_YOUR OBJECTIVE_: Extract precisely the lines of the entries below, from the first line through the line containing "margin:0; padding:0; list-style:none".

_DATA SHOWN_:
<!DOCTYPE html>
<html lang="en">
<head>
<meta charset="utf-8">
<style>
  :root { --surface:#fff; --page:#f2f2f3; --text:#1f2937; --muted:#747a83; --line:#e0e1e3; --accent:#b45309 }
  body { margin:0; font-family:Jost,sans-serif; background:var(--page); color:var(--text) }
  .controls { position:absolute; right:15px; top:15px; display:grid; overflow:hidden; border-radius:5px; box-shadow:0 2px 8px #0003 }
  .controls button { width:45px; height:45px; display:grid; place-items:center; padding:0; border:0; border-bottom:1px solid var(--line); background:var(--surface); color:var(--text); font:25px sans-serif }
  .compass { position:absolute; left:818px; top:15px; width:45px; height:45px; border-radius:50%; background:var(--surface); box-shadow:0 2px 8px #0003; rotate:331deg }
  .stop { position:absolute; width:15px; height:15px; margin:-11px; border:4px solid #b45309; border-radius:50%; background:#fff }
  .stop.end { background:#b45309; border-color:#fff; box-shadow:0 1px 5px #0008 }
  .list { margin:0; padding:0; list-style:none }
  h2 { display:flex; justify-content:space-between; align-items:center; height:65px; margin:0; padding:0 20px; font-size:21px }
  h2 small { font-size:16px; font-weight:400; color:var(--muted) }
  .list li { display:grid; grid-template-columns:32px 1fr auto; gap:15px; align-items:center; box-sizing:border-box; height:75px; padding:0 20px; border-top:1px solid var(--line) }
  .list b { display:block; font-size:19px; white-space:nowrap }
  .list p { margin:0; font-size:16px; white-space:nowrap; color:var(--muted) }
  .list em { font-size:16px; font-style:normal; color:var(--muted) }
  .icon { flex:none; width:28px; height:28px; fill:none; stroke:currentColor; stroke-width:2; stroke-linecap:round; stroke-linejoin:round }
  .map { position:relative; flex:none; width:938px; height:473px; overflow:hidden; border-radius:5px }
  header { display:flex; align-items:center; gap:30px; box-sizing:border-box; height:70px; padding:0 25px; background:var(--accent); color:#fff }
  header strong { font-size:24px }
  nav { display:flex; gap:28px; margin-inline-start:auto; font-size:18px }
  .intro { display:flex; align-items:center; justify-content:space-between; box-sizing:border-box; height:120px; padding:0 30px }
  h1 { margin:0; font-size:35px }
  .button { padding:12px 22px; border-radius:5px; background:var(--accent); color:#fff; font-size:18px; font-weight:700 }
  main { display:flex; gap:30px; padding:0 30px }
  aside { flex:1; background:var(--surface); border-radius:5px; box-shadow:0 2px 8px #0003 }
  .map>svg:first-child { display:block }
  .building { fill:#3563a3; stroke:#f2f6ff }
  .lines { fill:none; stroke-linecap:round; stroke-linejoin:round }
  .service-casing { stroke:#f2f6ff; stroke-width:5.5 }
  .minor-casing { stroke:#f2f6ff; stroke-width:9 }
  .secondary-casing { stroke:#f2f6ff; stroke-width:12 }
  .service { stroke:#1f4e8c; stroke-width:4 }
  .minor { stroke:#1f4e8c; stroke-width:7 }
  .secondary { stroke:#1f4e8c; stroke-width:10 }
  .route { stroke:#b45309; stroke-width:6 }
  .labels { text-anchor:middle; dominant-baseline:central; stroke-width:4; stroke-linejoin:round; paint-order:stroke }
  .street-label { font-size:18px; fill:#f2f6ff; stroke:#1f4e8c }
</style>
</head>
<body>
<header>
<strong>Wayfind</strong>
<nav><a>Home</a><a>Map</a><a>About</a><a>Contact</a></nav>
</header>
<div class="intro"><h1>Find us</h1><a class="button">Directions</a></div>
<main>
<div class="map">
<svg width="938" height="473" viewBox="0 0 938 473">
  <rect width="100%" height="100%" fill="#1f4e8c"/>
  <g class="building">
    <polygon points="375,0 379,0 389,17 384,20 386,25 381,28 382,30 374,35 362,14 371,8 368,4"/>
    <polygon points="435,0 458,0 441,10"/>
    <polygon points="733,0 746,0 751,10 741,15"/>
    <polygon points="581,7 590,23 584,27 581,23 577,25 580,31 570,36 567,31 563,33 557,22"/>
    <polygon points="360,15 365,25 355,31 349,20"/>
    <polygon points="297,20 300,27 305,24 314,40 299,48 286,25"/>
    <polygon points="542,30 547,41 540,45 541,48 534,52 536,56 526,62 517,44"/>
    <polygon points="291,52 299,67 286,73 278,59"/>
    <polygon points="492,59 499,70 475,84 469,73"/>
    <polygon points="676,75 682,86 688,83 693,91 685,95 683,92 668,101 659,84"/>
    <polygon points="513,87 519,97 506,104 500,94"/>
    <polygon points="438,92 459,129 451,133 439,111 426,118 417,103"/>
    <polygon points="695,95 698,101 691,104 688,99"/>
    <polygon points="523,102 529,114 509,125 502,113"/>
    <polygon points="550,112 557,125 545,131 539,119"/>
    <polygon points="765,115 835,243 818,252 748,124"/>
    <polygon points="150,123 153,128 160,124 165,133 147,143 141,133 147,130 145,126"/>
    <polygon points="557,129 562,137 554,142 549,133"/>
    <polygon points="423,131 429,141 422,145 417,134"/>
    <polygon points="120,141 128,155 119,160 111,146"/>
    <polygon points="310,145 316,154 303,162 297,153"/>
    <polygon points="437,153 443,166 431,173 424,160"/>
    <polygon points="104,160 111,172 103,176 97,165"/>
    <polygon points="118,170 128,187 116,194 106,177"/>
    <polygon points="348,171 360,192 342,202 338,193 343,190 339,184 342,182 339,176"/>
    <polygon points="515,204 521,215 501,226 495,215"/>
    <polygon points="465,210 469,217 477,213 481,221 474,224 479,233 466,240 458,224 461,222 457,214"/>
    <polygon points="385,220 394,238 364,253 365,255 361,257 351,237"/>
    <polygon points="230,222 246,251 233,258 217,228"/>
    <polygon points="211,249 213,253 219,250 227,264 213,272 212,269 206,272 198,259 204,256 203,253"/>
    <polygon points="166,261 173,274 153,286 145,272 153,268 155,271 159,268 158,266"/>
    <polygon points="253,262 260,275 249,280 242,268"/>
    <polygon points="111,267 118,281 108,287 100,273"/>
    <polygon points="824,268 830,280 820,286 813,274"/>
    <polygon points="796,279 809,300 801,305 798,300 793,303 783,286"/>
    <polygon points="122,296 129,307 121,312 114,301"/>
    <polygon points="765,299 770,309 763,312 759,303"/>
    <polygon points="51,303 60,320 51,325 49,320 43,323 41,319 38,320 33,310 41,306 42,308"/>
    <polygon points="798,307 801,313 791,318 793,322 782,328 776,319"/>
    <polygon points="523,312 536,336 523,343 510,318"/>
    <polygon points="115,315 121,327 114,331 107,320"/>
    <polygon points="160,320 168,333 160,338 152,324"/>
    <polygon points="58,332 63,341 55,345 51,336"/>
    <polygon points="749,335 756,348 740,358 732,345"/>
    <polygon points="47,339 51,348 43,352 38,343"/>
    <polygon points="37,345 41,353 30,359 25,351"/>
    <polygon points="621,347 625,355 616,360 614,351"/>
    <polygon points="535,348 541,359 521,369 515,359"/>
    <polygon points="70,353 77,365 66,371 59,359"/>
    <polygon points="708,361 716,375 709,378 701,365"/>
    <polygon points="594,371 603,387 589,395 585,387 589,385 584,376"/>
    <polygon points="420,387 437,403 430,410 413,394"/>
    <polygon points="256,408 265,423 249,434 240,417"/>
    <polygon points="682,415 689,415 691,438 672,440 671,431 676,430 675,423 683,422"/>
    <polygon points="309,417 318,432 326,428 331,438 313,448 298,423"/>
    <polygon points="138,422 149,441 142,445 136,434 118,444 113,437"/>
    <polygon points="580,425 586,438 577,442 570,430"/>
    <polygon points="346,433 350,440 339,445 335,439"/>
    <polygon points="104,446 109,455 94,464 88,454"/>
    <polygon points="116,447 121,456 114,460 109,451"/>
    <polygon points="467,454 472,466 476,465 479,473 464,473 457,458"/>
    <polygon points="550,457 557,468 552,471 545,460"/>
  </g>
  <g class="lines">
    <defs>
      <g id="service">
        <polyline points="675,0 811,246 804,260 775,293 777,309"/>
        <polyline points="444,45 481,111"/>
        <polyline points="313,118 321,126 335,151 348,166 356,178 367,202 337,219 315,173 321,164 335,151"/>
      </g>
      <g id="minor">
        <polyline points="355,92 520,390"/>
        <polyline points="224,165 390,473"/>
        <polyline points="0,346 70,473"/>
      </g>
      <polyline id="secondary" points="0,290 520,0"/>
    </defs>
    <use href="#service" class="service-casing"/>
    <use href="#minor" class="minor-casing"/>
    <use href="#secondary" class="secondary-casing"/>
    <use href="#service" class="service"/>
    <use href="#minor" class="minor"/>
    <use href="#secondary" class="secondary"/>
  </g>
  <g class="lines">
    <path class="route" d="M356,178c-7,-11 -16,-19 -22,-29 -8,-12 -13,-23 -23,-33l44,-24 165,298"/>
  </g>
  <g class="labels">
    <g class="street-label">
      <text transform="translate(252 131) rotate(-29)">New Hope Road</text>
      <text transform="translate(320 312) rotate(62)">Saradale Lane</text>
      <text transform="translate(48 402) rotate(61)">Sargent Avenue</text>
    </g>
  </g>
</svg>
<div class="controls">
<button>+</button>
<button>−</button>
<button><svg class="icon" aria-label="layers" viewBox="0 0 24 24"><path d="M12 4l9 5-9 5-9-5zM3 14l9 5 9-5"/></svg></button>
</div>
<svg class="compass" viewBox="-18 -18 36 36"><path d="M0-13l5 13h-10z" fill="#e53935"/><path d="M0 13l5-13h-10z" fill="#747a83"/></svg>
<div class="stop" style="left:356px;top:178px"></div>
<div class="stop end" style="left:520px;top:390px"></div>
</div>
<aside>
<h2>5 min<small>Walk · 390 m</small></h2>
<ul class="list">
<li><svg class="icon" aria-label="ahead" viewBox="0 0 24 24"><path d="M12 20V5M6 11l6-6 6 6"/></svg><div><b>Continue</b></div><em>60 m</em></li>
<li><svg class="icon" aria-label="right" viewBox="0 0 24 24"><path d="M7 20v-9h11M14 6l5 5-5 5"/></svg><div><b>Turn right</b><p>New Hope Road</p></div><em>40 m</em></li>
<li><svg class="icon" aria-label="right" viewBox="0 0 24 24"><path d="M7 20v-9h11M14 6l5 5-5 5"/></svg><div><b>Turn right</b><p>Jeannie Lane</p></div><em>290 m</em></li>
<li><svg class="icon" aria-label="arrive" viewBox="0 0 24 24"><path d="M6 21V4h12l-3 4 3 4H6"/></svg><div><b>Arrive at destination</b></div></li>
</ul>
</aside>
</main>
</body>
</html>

_REPLY_:
<!DOCTYPE html>
<html lang="en">
<head>
<meta charset="utf-8">
<style>
  :root { --surface:#fff; --page:#f2f2f3; --text:#1f2937; --muted:#747a83; --line:#e0e1e3; --accent:#b45309 }
  body { margin:0; font-family:Jost,sans-serif; background:var(--page); color:var(--text) }
  .controls { position:absolute; right:15px; top:15px; display:grid; overflow:hidden; border-radius:5px; box-shadow:0 2px 8px #0003 }
  .controls button { width:45px; height:45px; display:grid; place-items:center; padding:0; border:0; border-bottom:1px solid var(--line); background:var(--surface); color:var(--text); font:25px sans-serif }
  .compass { position:absolute; left:818px; top:15px; width:45px; height:45px; border-radius:50%; background:var(--surface); box-shadow:0 2px 8px #0003; rotate:331deg }
  .stop { position:absolute; width:15px; height:15px; margin:-11px; border:4px solid #b45309; border-radius:50%; background:#fff }
  .stop.end { background:#b45309; border-color:#fff; box-shadow:0 1px 5px #0008 }
  .list { margin:0; padding:0; list-style:none }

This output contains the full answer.